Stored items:
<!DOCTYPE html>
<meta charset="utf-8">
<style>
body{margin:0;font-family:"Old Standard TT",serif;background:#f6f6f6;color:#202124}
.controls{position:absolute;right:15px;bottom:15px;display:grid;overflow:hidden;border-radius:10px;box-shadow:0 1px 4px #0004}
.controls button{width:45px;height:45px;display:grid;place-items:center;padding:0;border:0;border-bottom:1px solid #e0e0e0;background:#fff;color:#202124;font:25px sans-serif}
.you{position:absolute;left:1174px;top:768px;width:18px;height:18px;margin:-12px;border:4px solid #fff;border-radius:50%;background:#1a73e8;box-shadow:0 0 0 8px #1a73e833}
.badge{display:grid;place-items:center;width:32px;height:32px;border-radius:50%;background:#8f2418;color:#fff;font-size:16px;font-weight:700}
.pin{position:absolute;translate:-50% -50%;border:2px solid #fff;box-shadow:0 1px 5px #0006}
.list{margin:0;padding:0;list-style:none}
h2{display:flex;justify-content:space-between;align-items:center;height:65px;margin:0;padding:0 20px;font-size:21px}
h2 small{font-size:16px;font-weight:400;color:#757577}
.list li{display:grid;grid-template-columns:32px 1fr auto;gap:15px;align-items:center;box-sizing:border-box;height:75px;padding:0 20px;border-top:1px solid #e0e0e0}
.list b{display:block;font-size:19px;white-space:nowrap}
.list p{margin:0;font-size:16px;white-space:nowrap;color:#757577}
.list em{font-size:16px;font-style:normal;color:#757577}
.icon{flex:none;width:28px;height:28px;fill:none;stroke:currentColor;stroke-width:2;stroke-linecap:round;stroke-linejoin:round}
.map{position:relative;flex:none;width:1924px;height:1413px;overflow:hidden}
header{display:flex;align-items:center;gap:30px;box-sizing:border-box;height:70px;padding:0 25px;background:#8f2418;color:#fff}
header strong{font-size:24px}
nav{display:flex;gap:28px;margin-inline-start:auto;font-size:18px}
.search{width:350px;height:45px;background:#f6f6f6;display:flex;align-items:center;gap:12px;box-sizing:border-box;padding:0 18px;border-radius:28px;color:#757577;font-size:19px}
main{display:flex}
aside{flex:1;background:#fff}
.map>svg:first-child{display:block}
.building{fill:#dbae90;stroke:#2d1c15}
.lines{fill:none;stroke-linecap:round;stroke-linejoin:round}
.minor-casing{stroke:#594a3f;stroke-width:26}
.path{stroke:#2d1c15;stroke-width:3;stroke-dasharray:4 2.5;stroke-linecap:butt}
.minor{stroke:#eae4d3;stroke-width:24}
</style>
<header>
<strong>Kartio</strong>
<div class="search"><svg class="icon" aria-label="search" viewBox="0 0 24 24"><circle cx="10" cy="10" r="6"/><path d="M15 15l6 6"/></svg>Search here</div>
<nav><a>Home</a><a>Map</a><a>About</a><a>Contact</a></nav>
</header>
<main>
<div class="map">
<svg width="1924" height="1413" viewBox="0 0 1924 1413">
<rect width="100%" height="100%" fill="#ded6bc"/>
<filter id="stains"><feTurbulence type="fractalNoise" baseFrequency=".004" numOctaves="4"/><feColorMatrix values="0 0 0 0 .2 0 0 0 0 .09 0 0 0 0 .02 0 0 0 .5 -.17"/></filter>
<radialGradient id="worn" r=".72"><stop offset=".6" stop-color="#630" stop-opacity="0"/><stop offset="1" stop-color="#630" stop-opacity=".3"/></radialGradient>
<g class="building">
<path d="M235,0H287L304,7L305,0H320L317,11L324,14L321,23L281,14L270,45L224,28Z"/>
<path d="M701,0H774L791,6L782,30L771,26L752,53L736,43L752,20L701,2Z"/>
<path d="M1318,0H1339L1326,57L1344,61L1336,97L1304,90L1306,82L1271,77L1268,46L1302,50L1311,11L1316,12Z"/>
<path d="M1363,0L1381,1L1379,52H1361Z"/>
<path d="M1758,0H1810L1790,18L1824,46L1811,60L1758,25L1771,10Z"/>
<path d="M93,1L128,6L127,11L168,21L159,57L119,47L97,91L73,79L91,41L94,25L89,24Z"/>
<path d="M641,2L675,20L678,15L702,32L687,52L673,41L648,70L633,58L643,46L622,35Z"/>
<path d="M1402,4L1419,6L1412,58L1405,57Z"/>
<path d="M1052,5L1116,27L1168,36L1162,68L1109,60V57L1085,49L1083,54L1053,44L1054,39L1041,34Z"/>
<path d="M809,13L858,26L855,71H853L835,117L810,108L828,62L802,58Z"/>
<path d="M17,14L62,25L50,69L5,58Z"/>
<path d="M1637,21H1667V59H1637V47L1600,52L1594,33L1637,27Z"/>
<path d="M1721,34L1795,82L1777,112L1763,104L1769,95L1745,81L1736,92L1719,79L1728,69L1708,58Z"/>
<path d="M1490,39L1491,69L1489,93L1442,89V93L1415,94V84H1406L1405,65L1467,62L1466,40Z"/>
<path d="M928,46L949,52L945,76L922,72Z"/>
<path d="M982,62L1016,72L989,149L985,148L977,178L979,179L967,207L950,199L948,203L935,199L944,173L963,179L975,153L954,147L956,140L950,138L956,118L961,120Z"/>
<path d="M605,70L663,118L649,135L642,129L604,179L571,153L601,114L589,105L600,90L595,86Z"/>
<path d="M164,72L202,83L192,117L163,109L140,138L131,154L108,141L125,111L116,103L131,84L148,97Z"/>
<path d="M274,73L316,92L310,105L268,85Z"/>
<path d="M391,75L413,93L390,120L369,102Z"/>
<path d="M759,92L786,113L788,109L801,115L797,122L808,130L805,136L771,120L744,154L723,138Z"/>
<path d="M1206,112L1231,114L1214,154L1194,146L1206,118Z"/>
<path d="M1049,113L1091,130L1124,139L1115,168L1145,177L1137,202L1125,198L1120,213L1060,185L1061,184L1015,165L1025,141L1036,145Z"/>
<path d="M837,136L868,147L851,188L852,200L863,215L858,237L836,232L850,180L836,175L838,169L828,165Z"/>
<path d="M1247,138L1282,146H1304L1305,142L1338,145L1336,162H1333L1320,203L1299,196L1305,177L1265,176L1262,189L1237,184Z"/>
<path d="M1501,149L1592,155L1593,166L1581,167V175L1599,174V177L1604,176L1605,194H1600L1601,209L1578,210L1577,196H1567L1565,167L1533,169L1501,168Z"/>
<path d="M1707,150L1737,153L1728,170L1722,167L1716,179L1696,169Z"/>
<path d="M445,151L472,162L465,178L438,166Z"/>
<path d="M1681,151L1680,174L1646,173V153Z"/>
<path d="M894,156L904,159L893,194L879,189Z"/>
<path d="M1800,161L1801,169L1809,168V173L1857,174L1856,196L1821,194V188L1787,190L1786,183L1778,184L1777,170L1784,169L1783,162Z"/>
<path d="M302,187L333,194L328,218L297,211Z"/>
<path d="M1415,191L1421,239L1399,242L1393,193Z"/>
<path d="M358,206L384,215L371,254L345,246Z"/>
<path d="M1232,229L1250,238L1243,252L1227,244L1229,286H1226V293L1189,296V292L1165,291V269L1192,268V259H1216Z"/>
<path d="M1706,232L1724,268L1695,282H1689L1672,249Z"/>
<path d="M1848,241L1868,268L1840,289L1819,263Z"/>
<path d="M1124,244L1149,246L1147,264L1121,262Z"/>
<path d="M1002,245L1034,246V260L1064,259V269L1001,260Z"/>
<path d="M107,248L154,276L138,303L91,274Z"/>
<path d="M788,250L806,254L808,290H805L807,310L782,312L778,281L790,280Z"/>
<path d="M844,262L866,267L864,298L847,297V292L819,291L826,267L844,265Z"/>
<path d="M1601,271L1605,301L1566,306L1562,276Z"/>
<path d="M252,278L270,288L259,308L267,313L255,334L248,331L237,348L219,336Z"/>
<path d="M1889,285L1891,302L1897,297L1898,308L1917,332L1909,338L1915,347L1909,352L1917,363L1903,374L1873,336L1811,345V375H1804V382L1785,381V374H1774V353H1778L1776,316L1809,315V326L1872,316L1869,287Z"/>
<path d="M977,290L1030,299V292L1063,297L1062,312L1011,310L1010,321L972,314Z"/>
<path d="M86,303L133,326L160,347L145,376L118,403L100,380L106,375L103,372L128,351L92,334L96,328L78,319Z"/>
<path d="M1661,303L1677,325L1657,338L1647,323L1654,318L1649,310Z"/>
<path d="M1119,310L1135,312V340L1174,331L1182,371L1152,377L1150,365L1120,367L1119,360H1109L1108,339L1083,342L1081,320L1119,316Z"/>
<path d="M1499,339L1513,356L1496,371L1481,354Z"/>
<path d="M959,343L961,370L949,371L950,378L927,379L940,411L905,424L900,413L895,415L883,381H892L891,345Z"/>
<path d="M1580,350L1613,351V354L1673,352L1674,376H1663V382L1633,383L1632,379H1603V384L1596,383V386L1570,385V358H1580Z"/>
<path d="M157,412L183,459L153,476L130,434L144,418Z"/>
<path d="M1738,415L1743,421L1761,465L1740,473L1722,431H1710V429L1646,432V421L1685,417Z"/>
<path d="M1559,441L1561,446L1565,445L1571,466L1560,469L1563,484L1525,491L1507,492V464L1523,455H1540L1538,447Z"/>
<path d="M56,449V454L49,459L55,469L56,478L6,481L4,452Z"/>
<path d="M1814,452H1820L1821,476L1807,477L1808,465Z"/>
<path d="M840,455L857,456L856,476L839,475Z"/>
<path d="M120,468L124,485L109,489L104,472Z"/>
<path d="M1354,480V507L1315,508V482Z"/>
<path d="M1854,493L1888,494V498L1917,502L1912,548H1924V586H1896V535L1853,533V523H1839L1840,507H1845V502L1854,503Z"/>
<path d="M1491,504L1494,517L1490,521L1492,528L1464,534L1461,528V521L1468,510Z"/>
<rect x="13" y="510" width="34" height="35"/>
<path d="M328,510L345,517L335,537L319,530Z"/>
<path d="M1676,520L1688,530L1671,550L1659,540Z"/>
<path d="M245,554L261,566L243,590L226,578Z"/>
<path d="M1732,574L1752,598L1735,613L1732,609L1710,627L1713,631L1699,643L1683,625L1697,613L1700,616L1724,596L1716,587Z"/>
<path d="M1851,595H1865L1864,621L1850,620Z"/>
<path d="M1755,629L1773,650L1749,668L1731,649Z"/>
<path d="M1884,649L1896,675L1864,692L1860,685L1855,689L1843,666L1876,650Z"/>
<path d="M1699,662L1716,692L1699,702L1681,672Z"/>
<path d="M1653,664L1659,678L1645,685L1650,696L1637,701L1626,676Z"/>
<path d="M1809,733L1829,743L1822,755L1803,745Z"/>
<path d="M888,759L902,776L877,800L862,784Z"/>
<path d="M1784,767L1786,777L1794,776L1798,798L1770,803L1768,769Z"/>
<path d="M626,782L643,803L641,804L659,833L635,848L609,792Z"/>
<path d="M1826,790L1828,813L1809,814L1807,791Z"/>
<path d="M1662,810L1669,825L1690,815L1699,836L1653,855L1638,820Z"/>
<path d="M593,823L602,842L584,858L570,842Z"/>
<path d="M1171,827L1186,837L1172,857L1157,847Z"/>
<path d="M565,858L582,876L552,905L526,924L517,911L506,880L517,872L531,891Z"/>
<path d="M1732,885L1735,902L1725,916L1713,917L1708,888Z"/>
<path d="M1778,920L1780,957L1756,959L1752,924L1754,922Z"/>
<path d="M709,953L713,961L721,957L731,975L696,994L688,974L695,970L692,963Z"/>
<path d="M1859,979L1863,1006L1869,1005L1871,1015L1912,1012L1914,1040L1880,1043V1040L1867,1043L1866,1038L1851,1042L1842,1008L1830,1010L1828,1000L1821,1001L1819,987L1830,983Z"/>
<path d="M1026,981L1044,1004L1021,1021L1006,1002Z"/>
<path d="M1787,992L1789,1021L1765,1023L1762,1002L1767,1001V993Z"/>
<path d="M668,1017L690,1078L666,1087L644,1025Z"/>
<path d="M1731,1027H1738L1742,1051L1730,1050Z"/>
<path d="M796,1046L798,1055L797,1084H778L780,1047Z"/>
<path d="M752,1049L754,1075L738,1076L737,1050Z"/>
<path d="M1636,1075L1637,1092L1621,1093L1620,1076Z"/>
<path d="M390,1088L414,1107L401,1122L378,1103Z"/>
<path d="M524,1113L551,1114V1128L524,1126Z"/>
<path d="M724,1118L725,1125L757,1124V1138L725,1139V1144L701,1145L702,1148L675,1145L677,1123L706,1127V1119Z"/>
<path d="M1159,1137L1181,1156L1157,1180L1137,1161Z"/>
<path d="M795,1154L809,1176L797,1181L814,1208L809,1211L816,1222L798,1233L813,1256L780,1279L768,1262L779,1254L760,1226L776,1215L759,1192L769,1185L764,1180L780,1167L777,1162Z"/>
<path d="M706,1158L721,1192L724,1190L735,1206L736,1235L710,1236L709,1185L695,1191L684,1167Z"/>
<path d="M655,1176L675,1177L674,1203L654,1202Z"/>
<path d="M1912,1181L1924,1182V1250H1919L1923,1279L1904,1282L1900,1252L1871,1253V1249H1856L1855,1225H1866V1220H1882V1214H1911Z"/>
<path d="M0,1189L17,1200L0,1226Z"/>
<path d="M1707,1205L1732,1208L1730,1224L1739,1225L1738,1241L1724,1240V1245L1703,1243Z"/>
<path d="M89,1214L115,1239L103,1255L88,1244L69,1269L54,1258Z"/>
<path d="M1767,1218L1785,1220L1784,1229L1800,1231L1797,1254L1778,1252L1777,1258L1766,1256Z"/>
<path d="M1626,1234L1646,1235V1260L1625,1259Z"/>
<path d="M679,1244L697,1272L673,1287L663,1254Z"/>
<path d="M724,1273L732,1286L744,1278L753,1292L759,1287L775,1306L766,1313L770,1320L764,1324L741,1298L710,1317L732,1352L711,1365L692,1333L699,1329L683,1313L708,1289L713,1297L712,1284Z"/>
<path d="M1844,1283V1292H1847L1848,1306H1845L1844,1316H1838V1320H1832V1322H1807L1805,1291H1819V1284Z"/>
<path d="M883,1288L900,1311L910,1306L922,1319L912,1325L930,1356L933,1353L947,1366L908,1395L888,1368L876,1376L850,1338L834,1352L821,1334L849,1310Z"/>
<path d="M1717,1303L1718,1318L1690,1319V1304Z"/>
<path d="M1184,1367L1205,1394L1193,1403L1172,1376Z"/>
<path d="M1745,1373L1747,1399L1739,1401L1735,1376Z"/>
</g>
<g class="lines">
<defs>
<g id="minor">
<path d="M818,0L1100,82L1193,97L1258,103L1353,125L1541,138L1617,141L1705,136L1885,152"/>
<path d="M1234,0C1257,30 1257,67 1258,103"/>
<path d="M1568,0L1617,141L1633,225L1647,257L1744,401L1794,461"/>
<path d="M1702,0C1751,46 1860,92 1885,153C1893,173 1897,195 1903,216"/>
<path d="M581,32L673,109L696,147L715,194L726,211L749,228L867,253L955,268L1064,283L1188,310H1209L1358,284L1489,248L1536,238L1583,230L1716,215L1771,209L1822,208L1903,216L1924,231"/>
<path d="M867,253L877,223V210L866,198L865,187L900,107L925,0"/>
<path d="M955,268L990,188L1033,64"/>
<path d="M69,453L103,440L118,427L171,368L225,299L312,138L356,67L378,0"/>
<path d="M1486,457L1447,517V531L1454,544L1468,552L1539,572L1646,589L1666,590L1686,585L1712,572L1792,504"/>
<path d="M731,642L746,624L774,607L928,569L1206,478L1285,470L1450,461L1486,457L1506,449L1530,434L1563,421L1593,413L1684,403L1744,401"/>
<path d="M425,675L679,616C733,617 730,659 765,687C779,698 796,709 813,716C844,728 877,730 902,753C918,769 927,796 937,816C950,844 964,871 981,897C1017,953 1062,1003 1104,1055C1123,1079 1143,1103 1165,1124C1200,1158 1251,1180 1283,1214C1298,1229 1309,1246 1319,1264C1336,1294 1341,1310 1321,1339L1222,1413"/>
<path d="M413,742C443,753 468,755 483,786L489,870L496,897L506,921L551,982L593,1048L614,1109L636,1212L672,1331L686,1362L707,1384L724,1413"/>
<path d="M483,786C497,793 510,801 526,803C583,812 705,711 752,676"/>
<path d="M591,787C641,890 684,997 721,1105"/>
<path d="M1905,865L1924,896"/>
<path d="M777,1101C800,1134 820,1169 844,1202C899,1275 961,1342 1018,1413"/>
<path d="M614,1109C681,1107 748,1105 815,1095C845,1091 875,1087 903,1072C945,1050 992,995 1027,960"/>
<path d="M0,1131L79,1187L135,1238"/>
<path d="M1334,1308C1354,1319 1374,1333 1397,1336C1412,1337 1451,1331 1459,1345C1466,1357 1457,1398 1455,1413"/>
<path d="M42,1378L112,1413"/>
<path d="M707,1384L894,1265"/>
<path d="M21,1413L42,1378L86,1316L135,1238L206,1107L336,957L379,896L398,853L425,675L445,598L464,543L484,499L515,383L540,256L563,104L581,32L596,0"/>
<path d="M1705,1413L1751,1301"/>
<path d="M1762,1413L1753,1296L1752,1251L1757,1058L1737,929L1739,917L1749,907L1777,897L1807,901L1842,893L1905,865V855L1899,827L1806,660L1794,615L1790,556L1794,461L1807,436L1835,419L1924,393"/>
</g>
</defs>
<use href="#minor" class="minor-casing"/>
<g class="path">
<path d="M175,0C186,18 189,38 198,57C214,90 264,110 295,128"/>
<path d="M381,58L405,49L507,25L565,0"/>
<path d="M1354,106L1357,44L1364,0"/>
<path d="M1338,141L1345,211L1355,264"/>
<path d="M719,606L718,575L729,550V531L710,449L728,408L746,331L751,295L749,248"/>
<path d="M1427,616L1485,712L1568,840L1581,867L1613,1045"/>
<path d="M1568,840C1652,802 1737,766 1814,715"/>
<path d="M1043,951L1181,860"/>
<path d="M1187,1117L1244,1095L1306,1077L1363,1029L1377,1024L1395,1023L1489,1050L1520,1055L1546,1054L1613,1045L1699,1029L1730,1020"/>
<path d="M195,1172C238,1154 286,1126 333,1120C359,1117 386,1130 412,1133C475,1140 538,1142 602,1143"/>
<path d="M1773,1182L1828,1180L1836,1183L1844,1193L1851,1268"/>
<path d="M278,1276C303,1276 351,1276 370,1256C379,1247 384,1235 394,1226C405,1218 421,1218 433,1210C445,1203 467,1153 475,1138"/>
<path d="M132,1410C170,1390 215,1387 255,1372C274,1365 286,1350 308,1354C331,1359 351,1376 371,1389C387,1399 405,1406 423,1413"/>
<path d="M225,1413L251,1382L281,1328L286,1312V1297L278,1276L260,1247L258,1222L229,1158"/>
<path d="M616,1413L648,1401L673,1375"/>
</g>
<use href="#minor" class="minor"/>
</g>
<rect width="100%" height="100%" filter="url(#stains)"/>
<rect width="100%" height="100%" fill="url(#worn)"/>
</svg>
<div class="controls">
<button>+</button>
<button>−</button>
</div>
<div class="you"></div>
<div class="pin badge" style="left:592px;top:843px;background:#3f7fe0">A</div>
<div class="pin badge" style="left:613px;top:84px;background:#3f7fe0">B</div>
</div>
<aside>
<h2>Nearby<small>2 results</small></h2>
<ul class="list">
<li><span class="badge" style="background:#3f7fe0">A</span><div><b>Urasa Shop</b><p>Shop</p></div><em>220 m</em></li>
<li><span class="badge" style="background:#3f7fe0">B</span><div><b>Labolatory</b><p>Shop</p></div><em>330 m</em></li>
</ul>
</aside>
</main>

● EXERCISE AIM
Print the line containing "<button>+</button>" and every line after it to the end of the records above, exactly as written, and nothing else.

● RESULT OF THIS TASK
<button>+</button>
<button>−</button>
</div>
<div class="you"></div>
<div class="pin badge" style="left:592px;top:843px;background:#3f7fe0">A</div>
<div class="pin badge" style="left:613px;top:84px;background:#3f7fe0">B</div>
</div>
<aside>
<h2>Nearby<small>2 results</small></h2>
<ul class="list">
<li><span class="badge" style="background:#3f7fe0">A</span><div><b>Urasa Shop</b><p>Shop</p></div><em>220 m</em></li>
<li><span class="badge" style="background:#3f7fe0">B</span><div><b>Labolatory</b><p>Shop</p></div><em>330 m</em></li>
</ul>
</aside>
</main>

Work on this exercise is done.